*Directions*:
Within the material below, how many lines include the word "stream"? Only the number should be given.

=-=-=-=-=

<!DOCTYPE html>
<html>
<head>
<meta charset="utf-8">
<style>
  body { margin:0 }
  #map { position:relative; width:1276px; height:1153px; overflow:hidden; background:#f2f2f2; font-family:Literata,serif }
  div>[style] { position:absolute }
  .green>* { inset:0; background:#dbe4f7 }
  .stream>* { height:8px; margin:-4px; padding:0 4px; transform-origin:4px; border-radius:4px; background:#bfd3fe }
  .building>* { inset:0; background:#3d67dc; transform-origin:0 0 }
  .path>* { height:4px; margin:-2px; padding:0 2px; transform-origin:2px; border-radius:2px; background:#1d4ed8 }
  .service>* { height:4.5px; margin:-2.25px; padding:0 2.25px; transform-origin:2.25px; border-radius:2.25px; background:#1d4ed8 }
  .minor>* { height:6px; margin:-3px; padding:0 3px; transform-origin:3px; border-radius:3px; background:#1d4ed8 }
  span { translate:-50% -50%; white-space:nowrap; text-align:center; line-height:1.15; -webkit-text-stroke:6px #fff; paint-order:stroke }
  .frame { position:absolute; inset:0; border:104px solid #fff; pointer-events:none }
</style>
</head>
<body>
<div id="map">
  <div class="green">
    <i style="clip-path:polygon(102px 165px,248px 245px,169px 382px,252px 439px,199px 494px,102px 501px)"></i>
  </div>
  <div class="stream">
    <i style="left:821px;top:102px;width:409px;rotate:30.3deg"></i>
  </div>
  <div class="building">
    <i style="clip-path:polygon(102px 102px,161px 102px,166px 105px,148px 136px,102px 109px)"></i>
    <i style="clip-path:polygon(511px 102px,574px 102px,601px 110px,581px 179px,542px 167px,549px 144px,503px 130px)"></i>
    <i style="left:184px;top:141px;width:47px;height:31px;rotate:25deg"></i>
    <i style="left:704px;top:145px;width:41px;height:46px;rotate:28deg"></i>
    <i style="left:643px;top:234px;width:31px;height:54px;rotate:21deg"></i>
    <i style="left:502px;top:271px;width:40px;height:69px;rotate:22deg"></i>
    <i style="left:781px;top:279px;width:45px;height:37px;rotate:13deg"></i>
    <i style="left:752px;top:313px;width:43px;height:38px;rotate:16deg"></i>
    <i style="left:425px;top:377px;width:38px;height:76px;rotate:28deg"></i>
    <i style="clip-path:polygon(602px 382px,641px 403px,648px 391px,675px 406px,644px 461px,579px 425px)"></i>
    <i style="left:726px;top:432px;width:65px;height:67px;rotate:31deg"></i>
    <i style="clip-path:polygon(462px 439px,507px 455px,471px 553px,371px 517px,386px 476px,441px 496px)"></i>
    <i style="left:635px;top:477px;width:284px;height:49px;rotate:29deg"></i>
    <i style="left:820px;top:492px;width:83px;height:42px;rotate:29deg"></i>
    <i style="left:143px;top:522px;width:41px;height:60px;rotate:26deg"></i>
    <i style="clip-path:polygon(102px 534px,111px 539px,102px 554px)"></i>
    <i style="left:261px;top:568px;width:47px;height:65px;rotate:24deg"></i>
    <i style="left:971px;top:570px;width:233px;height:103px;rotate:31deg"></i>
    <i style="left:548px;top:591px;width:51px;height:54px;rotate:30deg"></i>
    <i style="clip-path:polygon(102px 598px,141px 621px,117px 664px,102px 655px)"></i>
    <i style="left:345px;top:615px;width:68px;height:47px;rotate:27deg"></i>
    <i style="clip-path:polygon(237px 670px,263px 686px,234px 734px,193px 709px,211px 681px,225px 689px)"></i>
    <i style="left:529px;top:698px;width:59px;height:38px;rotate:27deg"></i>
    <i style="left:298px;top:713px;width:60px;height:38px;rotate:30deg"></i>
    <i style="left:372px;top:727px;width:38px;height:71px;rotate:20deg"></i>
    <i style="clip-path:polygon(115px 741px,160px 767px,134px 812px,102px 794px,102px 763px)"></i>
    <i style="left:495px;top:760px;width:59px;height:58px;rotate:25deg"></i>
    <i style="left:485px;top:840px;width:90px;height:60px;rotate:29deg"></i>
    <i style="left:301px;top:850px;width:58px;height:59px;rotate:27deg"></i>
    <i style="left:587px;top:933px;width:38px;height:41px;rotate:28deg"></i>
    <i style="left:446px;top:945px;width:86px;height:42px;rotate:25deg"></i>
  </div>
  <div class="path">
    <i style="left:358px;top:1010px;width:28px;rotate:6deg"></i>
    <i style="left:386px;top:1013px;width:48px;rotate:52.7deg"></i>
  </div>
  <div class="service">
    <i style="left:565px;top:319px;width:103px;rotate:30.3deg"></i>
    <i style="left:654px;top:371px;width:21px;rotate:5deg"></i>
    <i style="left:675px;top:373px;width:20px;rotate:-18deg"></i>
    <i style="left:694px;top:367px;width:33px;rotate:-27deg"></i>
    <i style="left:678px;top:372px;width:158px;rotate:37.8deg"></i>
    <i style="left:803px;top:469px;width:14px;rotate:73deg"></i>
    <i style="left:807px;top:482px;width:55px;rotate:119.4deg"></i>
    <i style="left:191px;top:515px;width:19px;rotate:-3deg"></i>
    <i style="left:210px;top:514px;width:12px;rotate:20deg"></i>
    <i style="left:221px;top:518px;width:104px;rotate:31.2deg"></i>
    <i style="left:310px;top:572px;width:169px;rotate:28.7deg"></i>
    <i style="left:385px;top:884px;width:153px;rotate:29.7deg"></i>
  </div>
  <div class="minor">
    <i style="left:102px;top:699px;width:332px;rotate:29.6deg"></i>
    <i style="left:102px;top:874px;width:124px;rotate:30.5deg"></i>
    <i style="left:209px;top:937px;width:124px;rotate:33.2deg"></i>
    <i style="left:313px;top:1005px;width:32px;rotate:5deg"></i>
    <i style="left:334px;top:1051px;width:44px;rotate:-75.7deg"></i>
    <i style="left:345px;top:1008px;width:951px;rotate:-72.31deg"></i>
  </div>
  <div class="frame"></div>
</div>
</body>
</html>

=-=-=-=-=

*Task answer*:
2